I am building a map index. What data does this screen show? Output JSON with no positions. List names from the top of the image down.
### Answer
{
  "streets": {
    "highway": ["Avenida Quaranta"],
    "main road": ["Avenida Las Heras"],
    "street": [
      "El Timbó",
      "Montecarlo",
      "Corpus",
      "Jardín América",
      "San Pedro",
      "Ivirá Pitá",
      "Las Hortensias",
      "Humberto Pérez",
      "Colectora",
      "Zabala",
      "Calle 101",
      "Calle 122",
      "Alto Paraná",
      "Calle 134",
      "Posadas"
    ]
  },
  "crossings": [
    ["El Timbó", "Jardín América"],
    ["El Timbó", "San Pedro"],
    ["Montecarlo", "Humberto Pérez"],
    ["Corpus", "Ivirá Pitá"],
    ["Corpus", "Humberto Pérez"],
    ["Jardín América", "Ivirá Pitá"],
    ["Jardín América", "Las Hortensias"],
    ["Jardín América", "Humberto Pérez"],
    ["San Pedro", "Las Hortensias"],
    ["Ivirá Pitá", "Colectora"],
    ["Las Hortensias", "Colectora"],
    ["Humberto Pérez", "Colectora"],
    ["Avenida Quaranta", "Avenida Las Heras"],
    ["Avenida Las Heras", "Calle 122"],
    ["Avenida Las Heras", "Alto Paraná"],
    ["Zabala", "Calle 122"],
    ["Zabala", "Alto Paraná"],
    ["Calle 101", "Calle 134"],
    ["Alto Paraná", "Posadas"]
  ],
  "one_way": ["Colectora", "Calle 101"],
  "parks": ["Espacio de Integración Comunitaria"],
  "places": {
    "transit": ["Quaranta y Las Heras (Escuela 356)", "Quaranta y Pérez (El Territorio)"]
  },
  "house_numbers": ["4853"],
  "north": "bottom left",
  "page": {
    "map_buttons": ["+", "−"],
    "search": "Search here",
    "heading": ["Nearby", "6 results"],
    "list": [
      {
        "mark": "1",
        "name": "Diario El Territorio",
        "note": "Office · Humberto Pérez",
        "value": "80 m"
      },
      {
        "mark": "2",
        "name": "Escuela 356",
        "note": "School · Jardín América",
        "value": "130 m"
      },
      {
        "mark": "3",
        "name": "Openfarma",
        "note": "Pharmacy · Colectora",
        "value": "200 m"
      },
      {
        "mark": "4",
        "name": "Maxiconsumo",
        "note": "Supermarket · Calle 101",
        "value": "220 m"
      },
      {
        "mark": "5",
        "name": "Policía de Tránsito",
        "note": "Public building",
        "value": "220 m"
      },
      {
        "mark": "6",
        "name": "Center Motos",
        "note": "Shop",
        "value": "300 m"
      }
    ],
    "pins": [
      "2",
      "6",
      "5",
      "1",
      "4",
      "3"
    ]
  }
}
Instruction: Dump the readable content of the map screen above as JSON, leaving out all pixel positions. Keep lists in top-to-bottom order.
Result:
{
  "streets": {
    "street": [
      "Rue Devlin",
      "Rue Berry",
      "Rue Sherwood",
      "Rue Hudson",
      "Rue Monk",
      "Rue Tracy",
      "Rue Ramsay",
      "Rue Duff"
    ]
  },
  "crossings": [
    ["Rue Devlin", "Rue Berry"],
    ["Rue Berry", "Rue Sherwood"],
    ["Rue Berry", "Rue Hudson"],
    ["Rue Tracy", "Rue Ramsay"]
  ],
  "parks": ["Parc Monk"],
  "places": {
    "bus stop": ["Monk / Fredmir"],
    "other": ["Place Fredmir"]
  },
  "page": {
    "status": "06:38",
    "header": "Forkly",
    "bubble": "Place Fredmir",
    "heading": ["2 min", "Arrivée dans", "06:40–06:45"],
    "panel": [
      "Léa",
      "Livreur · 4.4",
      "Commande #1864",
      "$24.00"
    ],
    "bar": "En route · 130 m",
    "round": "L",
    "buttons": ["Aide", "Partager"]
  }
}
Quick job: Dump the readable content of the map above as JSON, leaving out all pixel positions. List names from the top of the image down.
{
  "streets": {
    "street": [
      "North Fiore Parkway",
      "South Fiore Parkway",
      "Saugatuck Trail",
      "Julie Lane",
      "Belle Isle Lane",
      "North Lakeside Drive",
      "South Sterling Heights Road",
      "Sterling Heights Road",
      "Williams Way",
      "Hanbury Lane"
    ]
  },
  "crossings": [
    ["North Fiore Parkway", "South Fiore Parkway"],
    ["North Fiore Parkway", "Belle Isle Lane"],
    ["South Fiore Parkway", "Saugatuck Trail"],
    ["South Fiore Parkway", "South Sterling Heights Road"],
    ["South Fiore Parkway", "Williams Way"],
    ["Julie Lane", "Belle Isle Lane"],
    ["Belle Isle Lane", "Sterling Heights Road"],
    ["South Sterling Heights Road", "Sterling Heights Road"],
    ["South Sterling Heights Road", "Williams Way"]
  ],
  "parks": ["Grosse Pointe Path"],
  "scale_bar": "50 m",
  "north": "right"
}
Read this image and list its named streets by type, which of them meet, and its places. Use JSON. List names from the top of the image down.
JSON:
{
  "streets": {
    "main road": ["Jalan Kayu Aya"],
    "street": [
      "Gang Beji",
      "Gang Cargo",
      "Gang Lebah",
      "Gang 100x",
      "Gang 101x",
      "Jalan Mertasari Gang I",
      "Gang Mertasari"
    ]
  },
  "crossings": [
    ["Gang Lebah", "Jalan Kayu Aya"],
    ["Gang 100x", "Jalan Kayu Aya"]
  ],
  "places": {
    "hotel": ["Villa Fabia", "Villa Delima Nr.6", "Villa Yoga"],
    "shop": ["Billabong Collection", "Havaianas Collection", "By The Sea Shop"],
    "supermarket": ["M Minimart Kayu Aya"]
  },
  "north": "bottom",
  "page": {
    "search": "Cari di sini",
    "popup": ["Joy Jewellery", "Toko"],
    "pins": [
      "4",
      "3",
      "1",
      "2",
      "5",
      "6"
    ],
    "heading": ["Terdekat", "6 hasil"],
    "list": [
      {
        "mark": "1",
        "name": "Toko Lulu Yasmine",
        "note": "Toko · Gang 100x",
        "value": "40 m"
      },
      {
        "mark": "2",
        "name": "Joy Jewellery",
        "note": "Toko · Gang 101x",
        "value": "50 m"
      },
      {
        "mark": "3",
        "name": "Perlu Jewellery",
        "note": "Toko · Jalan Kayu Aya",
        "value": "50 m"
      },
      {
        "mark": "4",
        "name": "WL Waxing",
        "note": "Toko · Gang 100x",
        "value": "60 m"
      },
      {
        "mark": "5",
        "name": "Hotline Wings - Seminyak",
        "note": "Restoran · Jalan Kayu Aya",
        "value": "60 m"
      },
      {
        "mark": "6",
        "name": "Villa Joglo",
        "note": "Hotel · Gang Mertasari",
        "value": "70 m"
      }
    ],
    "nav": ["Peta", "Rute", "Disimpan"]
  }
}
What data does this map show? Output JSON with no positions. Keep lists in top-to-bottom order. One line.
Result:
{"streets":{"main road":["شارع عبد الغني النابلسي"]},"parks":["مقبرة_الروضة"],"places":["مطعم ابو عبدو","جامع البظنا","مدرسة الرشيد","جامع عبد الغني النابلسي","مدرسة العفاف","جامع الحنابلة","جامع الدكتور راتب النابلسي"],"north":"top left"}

> **Instructions for the task**:
Retype each record in full, please.

> **Written solution**:
I am building a map index. What data does this screen show? Output JSON with no positions. List names from the top of the image down.
### Answer
{
  "streets": {
    "highway": ["Avenida Quaranta"],
    "main road": ["Avenida Las Heras"],
    "street": [
      "El Timbó",
      "Montecarlo",
      "Corpus",
      "Jardín América",
      "San Pedro",
      "Ivirá Pitá",
      "Las Hortensias",
      "Humberto Pérez",
      "Colectora",
      "Zabala",
      "Calle 101",
      "Calle 122",
      "Alto Paraná",
      "Calle 134",
      "Posadas"
    ]
  },
  "crossings": [
    ["El Timbó", "Jardín América"],
    ["El Timbó", "San Pedro"],
    ["Montecarlo", "Humberto Pérez"],
    ["Corpus", "Ivirá Pitá"],
    ["Corpus", "Humberto Pérez"],
    ["Jardín América", "Ivirá Pitá"],
    ["Jardín América", "Las Hortensias"],
    ["Jardín América", "Humberto Pérez"],
    ["San Pedro", "Las Hortensias"],
    ["Ivirá Pitá", "Colectora"],
    ["Las Hortensias", "Colectora"],
    ["Humberto Pérez", "Colectora"],
    ["Avenida Quaranta", "Avenida Las Heras"],
    ["Avenida Las Heras", "Calle 122"],
    ["Avenida Las Heras", "Alto Paraná"],
    ["Zabala", "Calle 122"],
    ["Zabala", "Alto Paraná"],
    ["Calle 101", "Calle 134"],
    ["Alto Paraná", "Posadas"]
  ],
  "one_way": ["Colectora", "Calle 101"],
  "parks": ["Espacio de Integración Comunitaria"],
  "places": {
    "transit": ["Quaranta y Las Heras (Escuela 356)", "Quaranta y Pérez (El Territorio)"]
  },
  "house_numbers": ["4853"],
  "north": "bottom left",
  "page": {
    "map_buttons": ["+", "−"],
    "search": "Search here",
    "heading": ["Nearby", "6 results"],
    "list": [
      {
        "mark": "1",
        "name": "Diario El Territorio",
        "note": "Office · Humberto Pérez",
        "value": "80 m"
      },
      {
        "mark": "2",
        "name": "Escuela 356",
        "note": "School · Jardín América",
        "value": "130 m"
      },
      {
        "mark": "3",
        "name": "Openfarma",
        "note": "Pharmacy · Colectora",
        "value": "200 m"
      },
      {
        "mark": "4",
        "name": "Maxiconsumo",
        "note": "Supermarket · Calle 101",
        "value": "220 m"
      },
      {
        "mark": "5",
        "name": "Policía de Tránsito",
        "note": "Public building",
        "value": "220 m"
      },
      {
        "mark": "6",
        "name": "Center Motos",
        "note": "Shop",
        "value": "300 m"
      }
    ],
    "pins": [
      "2",
      "6",
      "5",
      "1",
      "4",
      "3"
    ]
  }
}
Instruction: Dump the readable content of the map screen above as JSON, leaving out all pixel positions. Keep lists in top-to-bottom order.
Result:
{
  "streets": {
    "street": [
      "Rue Devlin",
      "Rue Berry",
      "Rue Sherwood",
      "Rue Hudson",
      "Rue Monk",
      "Rue Tracy",
      "Rue Ramsay",
      "Rue Duff"
    ]
  },
  "crossings": [
    ["Rue Devlin", "Rue Berry"],
    ["Rue Berry", "Rue Sherwood"],
    ["Rue Berry", "Rue Hudson"],
    ["Rue Tracy", "Rue Ramsay"]
  ],
  "parks": ["Parc Monk"],
  "places": {
    "bus stop": ["Monk / Fredmir"],
    "other": ["Place Fredmir"]
  },
  "page": {
    "status": "06:38",
    "header": "Forkly",
    "bubble": "Place Fredmir",
    "heading": ["2 min", "Arrivée dans", "06:40–06:45"],
    "panel": [
      "Léa",
      "Livreur · 4.4",
      "Commande #1864",
      "$24.00"
    ],
    "bar": "En route · 130 m",
    "round": "L",
    "buttons": ["Aide", "Partager"]
  }
}
Quick job: Dump the readable content of the map above as JSON, leaving out all pixel positions. List names from the top of the image down.
{
  "streets": {
    "street": [
      "North Fiore Parkway",
      "South Fiore Parkway",
      "Saugatuck Trail",
      "Julie Lane",
      "Belle Isle Lane",
      "North Lakeside Drive",
      "South Sterling Heights Road",
      "Sterling Heights Road",
      "Williams Way",
      "Hanbury Lane"
    ]
  },
  "crossings": [
    ["North Fiore Parkway", "South Fiore Parkway"],
    ["North Fiore Parkway", "Belle Isle Lane"],
    ["South Fiore Parkway", "Saugatuck Trail"],
    ["South Fiore Parkway", "South Sterling Heights Road"],
    ["South Fiore Parkway", "Williams Way"],
    ["Julie Lane", "Belle Isle Lane"],
    ["Belle Isle Lane", "Sterling Heights Road"],
    ["South Sterling Heights Road", "Sterling Heights Road"],
    ["South Sterling Heights Road", "Williams Way"]
  ],
  "parks": ["Grosse Pointe Path"],
  "scale_bar": "50 m",
  "north": "right"
}
Read this image and list its named streets by type, which of them meet, and its places. Use JSON. List names from the top of the image down.
JSON:
{
  "streets": {
    "main road": ["Jalan Kayu Aya"],
    "street": [
      "Gang Beji",
      "Gang Cargo",
      "Gang Lebah",
      "Gang 100x",
      "Gang 101x",
      "Jalan Mertasari Gang I",
      "Gang Mertasari"
    ]
  },
  "crossings": [
    ["Gang Lebah", "Jalan Kayu Aya"],
    ["Gang 100x", "Jalan Kayu Aya"]
  ],
  "places": {
    "hotel": ["Villa Fabia", "Villa Delima Nr.6", "Villa Yoga"],
    "shop": ["Billabong Collection", "Havaianas Collection", "By The Sea Shop"],
    "supermarket": ["M Minimart Kayu Aya"]
  },
  "north": "bottom",
  "page": {
    "search": "Cari di sini",
    "popup": ["Joy Jewellery", "Toko"],
    "pins": [
      "4",
      "3",
      "1",
      "2",
      "5",
      "6"
    ],
    "heading": ["Terdekat", "6 hasil"],
    "list": [
      {
        "mark": "1",
        "name": "Toko Lulu Yasmine",
        "note": "Toko · Gang 100x",
        "value": "40 m"
      },
      {
        "mark": "2",
        "name": "Joy Jewellery",
        "note": "Toko · Gang 101x",
        "value": "50 m"
      },
      {
        "mark": "3",
        "name": "Perlu Jewellery",
        "note": "Toko · Jalan Kayu Aya",
        "value": "50 m"
      },
      {
        "mark": "4",
        "name": "WL Waxing",
        "note": "Toko · Gang 100x",
        "value": "60 m"
      },
      {
        "mark": "5",
        "name": "Hotline Wings - Seminyak",
        "note": "Restoran · Jalan Kayu Aya",
        "value": "60 m"
      },
      {
        "mark": "6",
        "name": "Villa Joglo",
        "note": "Hotel · Gang Mertasari",
        "value": "70 m"
      }
    ],
    "nav": ["Peta", "Rute", "Disimpan"]
  }
}
What data does this map show? Output JSON with no positions. Keep lists in top-to-bottom order. One line.
Result:
{"streets":{"main road":["شارع عبد الغني النابلسي"]},"parks":["مقبرة_الروضة"],"places":["مطعم ابو عبدو","جامع البظنا","مدرسة الرشيد","جامع عبد الغني النابلسي","مدرسة العفاف","جامع الحنابلة","جامع الدكتور راتب النابلسي"],"north":"top left"}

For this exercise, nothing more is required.